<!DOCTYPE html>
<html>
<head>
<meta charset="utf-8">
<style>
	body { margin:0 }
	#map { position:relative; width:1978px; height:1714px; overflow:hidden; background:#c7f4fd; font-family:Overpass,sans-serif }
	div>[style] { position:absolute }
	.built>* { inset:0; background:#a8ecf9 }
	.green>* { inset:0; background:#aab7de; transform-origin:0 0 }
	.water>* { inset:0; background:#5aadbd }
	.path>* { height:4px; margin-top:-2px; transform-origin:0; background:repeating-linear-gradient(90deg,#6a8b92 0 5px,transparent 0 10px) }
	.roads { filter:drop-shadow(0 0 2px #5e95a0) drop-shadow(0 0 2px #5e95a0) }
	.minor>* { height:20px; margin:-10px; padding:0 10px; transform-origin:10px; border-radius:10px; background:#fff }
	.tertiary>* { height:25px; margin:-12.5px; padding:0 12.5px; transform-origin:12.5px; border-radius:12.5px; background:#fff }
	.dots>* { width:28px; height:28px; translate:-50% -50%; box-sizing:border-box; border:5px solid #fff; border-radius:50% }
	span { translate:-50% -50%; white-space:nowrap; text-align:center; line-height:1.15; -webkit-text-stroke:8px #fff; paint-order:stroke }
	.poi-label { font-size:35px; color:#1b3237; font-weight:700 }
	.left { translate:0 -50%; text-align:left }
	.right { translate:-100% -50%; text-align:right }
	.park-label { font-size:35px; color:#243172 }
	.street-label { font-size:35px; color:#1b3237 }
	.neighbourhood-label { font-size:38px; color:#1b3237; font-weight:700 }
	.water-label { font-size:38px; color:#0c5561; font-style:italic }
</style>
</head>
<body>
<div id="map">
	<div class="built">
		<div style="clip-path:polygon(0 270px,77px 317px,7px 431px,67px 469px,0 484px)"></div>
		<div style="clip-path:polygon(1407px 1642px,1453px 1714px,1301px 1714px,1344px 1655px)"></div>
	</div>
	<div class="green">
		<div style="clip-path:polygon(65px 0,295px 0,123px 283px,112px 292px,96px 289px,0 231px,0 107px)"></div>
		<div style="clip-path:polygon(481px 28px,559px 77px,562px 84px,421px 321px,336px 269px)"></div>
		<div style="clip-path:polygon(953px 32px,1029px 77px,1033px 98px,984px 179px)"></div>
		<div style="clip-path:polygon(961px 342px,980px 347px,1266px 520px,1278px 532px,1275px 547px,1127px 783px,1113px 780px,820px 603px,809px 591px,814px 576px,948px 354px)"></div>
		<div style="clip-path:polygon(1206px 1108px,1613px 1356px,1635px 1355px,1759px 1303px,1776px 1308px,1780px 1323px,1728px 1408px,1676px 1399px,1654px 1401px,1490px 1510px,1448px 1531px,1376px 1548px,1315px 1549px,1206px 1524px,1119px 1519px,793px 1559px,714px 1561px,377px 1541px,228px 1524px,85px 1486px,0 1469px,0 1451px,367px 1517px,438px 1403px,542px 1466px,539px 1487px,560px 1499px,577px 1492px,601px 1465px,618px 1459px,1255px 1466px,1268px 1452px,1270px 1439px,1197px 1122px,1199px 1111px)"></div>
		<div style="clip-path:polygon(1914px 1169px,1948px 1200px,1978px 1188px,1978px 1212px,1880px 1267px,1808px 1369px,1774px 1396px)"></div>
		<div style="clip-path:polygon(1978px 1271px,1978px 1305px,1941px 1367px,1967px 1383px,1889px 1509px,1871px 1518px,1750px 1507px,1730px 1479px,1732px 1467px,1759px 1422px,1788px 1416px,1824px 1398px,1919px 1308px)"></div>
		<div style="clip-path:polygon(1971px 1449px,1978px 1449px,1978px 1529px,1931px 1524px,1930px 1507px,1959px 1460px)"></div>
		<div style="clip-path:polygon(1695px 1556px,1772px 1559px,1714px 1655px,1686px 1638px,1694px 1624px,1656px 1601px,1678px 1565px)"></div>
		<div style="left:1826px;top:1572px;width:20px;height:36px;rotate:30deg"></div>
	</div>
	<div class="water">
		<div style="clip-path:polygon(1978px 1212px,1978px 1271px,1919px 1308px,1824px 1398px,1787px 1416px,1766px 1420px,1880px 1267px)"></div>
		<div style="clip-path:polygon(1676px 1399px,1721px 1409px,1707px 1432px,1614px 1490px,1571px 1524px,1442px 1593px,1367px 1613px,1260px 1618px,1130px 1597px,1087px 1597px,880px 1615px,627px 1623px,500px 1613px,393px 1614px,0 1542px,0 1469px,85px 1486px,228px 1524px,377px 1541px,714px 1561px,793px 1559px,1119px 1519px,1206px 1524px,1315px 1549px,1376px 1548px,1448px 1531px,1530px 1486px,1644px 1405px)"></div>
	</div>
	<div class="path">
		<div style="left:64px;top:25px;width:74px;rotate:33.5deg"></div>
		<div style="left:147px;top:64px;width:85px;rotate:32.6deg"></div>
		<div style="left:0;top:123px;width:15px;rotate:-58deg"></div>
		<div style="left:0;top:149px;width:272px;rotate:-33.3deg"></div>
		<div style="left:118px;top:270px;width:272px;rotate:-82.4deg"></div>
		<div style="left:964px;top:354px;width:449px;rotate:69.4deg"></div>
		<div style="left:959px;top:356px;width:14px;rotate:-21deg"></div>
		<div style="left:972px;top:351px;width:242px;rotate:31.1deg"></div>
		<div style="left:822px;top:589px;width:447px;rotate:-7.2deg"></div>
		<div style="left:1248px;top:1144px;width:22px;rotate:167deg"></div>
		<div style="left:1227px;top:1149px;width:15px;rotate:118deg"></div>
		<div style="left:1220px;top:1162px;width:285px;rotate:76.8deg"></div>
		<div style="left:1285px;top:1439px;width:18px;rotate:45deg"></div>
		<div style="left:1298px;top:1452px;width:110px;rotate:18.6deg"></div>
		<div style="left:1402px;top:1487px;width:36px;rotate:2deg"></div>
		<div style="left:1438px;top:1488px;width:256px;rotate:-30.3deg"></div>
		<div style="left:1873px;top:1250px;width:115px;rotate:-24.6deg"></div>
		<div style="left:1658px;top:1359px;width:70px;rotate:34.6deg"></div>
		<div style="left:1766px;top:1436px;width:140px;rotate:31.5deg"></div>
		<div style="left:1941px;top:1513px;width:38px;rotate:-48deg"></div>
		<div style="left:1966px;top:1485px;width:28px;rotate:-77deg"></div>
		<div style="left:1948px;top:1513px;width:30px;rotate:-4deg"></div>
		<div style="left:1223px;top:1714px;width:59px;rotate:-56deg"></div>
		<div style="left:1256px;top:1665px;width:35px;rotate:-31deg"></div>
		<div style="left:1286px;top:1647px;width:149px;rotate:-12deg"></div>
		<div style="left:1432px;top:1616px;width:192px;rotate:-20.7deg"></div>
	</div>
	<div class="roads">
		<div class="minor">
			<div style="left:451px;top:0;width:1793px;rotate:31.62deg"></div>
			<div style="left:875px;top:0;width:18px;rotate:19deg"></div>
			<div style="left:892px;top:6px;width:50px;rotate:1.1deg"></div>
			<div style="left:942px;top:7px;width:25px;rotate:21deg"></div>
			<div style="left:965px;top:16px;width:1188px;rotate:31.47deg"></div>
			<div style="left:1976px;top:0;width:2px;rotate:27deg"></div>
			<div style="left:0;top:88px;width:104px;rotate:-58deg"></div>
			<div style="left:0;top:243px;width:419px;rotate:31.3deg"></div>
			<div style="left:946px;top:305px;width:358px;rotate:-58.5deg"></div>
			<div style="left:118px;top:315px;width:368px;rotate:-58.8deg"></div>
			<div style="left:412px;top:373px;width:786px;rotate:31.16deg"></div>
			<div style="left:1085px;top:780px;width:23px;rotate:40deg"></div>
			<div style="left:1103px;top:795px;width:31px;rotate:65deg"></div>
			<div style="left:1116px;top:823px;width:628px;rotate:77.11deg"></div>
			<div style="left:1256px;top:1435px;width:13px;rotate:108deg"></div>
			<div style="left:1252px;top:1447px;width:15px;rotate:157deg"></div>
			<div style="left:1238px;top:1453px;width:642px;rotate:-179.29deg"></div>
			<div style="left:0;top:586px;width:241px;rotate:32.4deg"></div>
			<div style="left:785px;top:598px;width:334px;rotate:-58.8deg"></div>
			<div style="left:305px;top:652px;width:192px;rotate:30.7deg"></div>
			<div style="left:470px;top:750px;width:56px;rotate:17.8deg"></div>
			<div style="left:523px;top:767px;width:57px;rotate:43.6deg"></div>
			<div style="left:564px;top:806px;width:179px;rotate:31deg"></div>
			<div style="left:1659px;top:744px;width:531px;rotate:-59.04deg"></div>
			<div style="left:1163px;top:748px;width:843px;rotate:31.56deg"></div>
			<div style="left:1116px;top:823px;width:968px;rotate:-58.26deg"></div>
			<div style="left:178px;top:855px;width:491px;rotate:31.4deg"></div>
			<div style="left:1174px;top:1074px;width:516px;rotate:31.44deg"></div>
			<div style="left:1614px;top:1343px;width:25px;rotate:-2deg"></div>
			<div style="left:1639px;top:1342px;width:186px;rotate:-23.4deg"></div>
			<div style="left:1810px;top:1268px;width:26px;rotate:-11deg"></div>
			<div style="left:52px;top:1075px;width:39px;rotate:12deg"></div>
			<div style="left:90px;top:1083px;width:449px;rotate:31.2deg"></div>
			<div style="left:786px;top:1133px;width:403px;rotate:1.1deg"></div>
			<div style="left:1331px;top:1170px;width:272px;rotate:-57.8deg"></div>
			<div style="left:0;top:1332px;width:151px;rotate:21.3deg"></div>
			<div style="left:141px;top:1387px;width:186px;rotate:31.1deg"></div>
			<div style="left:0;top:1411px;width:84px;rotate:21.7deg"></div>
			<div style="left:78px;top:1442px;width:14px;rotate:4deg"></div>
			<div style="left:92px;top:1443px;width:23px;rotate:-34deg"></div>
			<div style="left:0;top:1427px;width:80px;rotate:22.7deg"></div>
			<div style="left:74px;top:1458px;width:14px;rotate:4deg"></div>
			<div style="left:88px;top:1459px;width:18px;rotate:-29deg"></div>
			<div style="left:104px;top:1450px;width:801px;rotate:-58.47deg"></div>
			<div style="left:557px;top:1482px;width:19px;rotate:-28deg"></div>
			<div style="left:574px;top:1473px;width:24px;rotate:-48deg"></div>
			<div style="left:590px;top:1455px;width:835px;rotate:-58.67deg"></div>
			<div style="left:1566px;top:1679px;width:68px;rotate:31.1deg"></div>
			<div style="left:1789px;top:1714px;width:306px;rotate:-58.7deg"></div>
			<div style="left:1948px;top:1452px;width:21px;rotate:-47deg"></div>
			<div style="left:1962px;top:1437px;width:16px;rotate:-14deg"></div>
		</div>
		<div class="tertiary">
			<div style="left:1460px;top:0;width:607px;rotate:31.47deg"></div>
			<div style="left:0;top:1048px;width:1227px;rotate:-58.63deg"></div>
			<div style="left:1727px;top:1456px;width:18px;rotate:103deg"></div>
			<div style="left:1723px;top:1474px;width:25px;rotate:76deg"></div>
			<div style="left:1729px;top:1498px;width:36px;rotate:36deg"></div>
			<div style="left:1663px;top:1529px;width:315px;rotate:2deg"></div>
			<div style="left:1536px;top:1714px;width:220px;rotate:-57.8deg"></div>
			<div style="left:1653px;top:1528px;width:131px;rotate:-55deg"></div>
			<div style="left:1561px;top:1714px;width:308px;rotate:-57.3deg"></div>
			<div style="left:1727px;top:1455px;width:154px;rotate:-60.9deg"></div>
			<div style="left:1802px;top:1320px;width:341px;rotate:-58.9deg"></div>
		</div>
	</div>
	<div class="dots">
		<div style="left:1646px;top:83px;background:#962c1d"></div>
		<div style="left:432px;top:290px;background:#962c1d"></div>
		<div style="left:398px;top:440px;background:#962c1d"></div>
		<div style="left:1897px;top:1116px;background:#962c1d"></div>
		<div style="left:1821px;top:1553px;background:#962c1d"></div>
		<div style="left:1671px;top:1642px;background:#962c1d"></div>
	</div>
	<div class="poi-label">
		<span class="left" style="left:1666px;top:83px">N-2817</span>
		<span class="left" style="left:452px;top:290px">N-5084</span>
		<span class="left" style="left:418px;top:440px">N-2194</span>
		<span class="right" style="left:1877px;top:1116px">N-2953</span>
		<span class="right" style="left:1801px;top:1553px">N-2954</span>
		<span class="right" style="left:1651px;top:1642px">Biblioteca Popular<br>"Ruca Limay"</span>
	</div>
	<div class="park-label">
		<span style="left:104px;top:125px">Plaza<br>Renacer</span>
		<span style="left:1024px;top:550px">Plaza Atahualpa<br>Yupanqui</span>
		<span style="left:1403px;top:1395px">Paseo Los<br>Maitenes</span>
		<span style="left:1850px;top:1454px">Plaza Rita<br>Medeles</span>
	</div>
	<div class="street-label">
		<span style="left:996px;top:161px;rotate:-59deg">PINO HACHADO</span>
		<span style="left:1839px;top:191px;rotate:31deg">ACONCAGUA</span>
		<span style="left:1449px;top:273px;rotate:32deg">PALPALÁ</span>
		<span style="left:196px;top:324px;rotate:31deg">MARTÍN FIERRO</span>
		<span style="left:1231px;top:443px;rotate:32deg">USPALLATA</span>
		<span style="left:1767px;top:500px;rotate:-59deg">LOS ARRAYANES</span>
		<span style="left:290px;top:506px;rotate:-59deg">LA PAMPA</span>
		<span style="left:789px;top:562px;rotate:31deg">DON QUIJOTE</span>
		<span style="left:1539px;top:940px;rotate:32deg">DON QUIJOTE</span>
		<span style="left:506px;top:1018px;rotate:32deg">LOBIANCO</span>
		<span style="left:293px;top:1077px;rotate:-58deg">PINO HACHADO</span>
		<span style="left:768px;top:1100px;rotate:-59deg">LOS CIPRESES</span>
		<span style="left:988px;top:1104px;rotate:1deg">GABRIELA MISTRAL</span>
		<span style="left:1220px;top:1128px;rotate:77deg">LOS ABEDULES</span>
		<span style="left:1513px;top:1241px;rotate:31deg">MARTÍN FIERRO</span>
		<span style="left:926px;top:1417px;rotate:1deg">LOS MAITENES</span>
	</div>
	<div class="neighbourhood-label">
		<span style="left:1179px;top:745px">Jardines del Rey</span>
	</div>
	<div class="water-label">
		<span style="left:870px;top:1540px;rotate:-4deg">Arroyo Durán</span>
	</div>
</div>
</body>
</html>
● ● ● ●
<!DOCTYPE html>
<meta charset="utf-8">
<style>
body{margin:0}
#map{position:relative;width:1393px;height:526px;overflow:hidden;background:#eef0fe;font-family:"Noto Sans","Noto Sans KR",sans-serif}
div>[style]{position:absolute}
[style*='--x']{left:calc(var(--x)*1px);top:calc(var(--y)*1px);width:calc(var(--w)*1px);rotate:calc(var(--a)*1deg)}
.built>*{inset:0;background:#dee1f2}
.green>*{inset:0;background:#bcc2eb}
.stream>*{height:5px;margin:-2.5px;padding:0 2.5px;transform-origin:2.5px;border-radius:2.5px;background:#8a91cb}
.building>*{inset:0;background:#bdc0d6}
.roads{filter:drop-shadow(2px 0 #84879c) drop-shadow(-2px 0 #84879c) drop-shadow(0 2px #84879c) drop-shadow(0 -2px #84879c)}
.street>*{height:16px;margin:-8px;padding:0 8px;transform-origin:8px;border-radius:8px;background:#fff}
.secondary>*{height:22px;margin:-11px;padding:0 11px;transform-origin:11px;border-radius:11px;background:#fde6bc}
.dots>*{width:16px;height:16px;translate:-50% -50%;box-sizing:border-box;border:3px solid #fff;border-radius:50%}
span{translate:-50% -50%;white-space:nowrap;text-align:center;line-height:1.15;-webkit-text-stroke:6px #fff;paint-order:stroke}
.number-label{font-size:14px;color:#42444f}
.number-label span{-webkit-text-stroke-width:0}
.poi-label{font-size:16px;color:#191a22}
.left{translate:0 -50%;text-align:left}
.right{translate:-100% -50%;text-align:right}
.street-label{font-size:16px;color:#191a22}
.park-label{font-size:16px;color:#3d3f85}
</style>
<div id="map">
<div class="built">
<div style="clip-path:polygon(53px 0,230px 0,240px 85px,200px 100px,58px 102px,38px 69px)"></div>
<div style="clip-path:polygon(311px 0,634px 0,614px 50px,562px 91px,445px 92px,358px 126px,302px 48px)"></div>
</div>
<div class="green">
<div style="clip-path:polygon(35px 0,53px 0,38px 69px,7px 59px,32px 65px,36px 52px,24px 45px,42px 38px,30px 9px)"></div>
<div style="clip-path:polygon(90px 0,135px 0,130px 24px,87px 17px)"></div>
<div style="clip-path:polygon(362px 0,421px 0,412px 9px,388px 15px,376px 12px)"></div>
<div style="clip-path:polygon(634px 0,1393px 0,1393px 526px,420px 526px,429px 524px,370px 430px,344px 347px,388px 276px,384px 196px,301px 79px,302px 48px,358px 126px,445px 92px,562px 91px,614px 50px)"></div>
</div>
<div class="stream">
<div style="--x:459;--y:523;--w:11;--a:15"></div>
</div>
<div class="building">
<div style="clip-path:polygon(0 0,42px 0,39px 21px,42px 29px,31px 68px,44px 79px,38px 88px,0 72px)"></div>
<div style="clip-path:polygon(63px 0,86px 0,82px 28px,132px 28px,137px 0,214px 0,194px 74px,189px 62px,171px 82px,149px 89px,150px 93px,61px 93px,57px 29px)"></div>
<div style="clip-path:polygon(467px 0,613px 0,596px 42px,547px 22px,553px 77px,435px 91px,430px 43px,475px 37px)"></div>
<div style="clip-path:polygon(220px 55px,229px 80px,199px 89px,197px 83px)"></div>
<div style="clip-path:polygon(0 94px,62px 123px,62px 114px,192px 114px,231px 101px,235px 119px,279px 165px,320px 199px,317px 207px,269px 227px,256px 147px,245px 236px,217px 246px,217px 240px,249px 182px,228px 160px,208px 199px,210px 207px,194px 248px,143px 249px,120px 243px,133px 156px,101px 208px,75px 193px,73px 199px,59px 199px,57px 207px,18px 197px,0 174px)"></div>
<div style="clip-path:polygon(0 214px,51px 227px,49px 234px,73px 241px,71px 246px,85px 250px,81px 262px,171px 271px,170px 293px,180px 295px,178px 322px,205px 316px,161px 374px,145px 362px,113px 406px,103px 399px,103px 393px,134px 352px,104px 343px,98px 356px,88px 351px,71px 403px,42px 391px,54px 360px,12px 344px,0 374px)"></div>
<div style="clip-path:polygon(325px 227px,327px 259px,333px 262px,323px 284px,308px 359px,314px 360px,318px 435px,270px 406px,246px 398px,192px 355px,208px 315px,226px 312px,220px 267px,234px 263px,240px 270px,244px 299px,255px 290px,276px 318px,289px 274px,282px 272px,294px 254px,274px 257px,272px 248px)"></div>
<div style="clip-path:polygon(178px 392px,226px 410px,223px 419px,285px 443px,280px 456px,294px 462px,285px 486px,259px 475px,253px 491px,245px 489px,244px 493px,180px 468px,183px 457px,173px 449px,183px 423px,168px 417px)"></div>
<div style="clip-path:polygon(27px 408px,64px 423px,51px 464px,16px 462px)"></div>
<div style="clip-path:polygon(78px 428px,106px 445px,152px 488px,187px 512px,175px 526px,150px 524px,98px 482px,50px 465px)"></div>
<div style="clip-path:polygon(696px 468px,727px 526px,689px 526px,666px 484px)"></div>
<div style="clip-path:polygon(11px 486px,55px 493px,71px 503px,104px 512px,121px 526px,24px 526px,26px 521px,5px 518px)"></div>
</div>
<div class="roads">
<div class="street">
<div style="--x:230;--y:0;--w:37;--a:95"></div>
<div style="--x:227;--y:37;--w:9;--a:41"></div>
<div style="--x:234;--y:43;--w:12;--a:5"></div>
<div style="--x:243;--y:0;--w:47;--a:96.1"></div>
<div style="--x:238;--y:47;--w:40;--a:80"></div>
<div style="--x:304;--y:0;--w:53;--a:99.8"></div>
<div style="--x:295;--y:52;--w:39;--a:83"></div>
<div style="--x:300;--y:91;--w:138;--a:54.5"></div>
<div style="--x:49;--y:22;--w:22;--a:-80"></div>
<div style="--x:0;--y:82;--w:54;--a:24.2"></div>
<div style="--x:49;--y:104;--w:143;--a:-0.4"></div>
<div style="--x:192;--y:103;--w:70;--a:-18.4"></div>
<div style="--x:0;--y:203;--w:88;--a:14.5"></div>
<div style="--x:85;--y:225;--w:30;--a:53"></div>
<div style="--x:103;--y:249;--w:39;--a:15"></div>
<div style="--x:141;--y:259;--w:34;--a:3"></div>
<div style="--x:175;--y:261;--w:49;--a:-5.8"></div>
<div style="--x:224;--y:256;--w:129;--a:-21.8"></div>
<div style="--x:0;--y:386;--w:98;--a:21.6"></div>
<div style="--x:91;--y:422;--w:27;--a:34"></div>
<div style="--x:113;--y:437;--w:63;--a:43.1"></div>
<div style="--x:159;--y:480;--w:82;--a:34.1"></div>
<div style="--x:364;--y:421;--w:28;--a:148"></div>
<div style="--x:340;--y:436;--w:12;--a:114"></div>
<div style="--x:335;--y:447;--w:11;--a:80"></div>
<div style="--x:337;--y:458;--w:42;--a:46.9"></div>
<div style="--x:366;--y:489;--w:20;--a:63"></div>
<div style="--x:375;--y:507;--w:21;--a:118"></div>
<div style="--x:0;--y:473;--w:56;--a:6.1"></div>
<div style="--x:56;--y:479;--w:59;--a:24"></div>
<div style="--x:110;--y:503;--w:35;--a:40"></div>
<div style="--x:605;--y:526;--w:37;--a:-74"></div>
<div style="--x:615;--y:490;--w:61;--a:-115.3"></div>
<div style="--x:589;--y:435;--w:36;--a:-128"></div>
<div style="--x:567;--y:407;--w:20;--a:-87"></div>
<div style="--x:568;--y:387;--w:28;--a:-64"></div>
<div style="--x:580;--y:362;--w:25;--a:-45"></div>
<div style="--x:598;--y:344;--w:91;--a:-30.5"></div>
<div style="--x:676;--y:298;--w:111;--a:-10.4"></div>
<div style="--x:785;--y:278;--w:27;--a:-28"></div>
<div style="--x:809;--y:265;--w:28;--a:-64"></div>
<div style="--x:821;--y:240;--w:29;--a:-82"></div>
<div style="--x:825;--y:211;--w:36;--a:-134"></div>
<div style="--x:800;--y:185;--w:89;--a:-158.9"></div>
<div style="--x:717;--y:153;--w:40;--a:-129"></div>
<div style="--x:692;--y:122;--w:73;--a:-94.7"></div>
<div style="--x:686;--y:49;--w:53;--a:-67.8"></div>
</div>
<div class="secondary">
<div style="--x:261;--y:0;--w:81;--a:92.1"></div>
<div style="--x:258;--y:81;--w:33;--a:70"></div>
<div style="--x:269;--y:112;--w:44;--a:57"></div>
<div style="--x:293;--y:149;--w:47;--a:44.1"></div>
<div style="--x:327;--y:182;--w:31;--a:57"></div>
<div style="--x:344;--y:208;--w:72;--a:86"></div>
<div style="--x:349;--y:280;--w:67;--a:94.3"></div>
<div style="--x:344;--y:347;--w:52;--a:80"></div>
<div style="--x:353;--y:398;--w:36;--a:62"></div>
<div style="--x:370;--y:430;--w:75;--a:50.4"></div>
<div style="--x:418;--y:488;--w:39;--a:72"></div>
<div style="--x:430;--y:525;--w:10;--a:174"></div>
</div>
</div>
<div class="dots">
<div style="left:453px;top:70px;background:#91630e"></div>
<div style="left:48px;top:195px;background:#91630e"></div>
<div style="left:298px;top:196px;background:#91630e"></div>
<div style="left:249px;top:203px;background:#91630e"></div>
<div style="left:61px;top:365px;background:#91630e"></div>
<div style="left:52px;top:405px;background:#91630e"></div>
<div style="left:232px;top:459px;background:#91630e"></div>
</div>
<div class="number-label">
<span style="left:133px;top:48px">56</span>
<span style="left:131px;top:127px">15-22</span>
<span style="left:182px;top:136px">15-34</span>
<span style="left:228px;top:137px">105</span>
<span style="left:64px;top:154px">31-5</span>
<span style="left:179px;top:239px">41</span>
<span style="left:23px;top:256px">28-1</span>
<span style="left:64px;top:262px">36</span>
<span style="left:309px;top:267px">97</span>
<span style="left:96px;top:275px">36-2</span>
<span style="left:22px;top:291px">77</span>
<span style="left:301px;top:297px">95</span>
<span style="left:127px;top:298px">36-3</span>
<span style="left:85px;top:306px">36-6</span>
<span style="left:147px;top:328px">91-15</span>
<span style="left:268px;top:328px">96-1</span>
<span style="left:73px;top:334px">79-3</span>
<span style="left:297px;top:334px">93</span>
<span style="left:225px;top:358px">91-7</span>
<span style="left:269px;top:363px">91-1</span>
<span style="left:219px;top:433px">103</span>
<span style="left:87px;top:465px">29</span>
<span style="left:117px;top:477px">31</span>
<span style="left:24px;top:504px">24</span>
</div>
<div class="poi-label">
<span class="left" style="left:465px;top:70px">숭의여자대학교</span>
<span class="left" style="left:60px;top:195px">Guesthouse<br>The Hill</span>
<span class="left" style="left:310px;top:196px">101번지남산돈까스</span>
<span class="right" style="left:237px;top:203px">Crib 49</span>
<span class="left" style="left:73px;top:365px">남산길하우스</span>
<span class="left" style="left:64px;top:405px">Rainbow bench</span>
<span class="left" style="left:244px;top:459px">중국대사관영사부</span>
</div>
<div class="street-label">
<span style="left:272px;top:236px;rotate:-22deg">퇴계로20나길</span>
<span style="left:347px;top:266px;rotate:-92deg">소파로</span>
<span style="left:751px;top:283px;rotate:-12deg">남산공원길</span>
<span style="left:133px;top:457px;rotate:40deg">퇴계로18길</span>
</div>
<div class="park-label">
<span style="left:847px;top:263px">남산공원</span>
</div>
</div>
● ● ● ●
§ **DIRECTIONS FOR THIS TASK**:
Copy every line from the records above that contains the string "stream".

§ **FINISHED EXERCISE**:
.stream>*{height:5px;margin:-2.5px;padding:0 2.5px;transform-origin:2.5px;border-radius:2.5px;background:#8a91cb}
<div class="stream">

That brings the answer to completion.